Improvements that significantly reduce the chances of request timeouts #7042

hubertp · 2023-06-15T19:06:26Z

Pull Request Description

Request Timeouts started plaguing IDE due to numerous executionContext/***Visualization requests. While caused by a bug they revealed a bigger problem in the Language Server when serving large amounts of requests:

Long and short lived jobs are fighting for various locks. Lock contention leads to some jobs waiting for a longer than desired leading to unexpected request timeouts. Increasing timeout value is just delaying the problem.
Requests coming from IDE are served almost instantly and handled by various commands. Commands can issue further jobs that serve request. We apparently have and always had a single-thread thread pool for serving such jobs, leading to immediate thread starvation.

Both reasons increase the chances of Request Timeouts when dealing with a large number of requests. For 2) I noticed that while we used to set the enso-runtime-server.jobParallelism option descriptor key to some machine-dependent value (most likely > 1), the value set would only be available for instrumentation. JobExecutionEngine where it is actually used would always get the default, i.e. a single-threaded ThreadPool. This means that this option descriptor was simply misused since its introduction. Moved that option to runtime options so that it can be set and retrieved during normal operation.

Adding parallelism intensified problem 1), because now we could execute multiple jobs and they would compete for resources. It also revealed a scenario for a yet another deadlock scenario, due to invalid order of lock acquisition. See ExecuteJob vs UpsertVisualisationJob order for details.

Still, a number of requests would continue to randomly timeout due to lock contention. It became apparent that
Attach/Modify/Detach-VisualisationCmd should not wait until a triggered UpsertVisualisationJob sends a response to the client; long and short lived jobs will always compete for resources and we cannot guarantee that they will not timeout that way. That is why the response is sent immediately from the command handler and not from the job executed after it.

This brings another problematic scenario:

AttachVisualisationCmd is executed, response sent to the client, UpsertVisualisationJob scheduled.
In the meantime ModifyVisualisationCmd comes and fails; command cannot find the visualization that will only be added by UpsertVisualisationJob, which might have not yet been scheduled to run.

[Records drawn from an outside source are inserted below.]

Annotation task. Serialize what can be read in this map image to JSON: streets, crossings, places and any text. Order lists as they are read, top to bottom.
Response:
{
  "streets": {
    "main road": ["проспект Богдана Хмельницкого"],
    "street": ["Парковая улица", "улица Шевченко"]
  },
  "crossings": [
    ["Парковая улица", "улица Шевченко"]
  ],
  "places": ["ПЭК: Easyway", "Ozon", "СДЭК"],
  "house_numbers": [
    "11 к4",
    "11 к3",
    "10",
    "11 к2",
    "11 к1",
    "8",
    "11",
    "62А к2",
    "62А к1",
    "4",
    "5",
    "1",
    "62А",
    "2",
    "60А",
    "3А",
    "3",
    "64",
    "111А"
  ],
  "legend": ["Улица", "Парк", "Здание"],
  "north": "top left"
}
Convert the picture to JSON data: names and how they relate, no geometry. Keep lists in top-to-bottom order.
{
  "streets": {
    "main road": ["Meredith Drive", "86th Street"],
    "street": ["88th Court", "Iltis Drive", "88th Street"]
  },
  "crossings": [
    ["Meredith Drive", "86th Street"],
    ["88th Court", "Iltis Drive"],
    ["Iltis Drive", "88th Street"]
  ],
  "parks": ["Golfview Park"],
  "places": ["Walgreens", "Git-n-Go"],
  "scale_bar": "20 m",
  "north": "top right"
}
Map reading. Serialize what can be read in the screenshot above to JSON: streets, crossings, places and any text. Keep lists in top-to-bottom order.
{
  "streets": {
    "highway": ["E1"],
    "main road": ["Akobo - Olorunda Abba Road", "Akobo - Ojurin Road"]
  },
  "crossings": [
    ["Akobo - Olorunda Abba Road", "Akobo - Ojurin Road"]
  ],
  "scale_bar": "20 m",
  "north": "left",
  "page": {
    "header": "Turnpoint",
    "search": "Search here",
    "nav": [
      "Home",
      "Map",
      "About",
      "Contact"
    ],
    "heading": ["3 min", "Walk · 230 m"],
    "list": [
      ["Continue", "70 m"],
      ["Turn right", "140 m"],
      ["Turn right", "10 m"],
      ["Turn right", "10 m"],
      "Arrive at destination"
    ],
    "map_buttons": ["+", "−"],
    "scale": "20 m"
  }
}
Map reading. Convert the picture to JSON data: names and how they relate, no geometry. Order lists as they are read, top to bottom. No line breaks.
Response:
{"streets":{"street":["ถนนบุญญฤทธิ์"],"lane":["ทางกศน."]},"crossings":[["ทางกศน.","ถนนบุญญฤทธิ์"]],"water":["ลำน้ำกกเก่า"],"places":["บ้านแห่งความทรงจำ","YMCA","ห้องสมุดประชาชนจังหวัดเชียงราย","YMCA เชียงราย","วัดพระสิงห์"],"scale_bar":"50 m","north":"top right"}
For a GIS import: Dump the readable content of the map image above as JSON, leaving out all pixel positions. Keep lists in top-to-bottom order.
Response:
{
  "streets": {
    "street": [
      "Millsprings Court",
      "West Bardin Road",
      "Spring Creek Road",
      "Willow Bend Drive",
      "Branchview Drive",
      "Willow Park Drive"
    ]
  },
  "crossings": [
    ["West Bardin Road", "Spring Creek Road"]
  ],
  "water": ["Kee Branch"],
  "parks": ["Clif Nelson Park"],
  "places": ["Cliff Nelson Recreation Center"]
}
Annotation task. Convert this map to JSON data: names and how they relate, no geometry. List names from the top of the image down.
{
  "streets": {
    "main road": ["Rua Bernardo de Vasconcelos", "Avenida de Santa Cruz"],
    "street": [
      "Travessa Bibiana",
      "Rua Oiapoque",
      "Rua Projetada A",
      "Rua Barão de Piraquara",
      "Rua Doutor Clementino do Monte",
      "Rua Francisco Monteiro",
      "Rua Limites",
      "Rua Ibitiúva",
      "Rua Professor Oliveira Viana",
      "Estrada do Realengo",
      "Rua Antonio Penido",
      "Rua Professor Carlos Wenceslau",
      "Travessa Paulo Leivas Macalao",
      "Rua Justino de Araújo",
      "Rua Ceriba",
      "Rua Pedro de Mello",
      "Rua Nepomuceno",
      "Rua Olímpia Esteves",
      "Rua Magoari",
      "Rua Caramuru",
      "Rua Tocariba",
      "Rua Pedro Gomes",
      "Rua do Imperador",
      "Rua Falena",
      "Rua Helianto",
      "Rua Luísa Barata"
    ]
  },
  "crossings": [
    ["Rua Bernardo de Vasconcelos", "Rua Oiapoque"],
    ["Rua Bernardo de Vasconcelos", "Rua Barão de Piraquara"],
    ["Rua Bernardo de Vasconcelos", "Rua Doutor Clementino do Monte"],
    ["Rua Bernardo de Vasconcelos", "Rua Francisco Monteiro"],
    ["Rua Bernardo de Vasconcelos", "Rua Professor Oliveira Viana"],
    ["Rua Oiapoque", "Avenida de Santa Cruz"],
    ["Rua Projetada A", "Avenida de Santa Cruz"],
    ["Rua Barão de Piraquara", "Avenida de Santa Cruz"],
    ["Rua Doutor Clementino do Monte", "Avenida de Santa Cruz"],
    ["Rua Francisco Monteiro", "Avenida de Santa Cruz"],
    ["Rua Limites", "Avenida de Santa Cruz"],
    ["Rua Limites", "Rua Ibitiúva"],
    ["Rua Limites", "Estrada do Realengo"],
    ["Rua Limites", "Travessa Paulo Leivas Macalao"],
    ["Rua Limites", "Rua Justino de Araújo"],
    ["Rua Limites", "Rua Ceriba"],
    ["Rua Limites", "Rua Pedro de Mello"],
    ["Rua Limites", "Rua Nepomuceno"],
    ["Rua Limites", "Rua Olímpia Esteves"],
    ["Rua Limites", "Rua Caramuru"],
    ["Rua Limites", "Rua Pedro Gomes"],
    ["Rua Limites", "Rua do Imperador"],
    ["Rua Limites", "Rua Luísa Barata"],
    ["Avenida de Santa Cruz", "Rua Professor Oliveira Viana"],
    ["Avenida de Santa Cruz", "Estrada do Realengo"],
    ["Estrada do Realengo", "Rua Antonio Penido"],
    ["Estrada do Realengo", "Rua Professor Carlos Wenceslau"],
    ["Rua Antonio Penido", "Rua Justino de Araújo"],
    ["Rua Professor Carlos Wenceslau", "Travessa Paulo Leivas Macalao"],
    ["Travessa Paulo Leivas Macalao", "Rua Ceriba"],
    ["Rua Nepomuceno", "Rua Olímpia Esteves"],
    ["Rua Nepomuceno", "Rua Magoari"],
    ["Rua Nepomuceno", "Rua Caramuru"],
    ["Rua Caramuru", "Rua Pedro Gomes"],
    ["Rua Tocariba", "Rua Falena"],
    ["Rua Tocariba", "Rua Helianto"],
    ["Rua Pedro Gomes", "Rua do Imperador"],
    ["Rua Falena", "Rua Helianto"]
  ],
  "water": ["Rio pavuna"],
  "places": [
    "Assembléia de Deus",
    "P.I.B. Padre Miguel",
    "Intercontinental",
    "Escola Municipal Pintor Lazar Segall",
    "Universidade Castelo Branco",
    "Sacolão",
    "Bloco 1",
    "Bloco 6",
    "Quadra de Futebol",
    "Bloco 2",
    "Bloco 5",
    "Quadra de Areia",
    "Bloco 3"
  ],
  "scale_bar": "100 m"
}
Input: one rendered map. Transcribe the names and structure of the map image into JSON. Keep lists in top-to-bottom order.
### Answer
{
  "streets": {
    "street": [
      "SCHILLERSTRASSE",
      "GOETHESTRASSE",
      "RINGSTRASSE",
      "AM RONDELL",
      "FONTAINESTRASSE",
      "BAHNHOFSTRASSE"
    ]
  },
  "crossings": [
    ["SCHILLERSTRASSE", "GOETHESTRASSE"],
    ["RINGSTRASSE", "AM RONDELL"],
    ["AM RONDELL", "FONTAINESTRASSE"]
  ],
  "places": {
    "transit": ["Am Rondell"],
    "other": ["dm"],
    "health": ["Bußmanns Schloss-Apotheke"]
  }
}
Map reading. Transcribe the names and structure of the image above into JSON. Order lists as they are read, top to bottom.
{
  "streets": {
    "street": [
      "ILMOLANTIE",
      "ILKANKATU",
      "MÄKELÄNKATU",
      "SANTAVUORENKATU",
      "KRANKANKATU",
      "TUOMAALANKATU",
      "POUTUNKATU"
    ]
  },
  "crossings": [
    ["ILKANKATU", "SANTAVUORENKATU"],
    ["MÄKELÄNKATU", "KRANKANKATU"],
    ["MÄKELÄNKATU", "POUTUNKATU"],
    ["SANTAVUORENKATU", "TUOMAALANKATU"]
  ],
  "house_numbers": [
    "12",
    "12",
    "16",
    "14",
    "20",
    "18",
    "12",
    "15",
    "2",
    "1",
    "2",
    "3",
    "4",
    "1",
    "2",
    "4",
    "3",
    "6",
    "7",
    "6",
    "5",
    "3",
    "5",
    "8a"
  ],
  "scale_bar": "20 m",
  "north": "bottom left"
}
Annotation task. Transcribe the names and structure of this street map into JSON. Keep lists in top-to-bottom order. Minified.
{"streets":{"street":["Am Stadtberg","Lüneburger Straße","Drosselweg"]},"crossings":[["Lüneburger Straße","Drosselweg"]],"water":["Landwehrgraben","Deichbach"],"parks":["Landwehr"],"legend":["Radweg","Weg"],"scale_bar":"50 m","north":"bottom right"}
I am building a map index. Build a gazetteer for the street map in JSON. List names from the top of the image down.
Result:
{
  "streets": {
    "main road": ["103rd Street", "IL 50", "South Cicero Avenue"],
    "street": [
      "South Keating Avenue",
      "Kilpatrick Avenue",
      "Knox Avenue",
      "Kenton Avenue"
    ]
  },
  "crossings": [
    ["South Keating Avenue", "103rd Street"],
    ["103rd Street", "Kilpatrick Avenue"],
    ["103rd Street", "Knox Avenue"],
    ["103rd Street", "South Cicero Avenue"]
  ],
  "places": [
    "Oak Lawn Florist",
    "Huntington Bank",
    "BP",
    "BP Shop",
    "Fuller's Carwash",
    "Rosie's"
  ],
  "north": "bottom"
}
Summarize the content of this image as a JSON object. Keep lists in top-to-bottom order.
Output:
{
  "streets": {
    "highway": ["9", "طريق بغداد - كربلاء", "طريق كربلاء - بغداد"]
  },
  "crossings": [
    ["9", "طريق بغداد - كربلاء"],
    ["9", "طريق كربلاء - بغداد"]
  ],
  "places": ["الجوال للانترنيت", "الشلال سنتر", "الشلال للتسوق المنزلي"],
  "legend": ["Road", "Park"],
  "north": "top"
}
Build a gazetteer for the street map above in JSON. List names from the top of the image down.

Remedied that by checking visualisation-related jobs that are still in progress. It also allowed for cancelling jobs which results wouldn't be used anyway (ModifyVisualisationCmd sends its own UpsertVisualisationJob). This is not a theoretical scenario, it happened frequently on IDE startup.

This change does not fully solve the rather problematic setup of numerous locks, which are requested by short and long lived jobs. A better design should still be investigated. But it significantly reduces the chances of Request Timeouts which IDE had to deal with.

With this change I haven't been able to experience Request Timeouts for relatively modest projects anymore.

I added the possibility of logging wait times for locks to better investigate further problems.

Closes #7005

Checklist

Please ensure that the following checklist has been satisfied before submitting the PR:

The documentation has been updated, if necessary.
Screenshots/screencasts have been attached, if there are any visual changes. For interactive or animated visual changes, a screencast is preferred.
All code follows the
Scala,
Java,
and
Rust
style guides. In case you are using a language not listed above, follow the Rust style guide.
All code has been tested:
- Unit tests have been written where possible.
- If GUI codebase was changed, the GUI was tested when built using ./run ide build.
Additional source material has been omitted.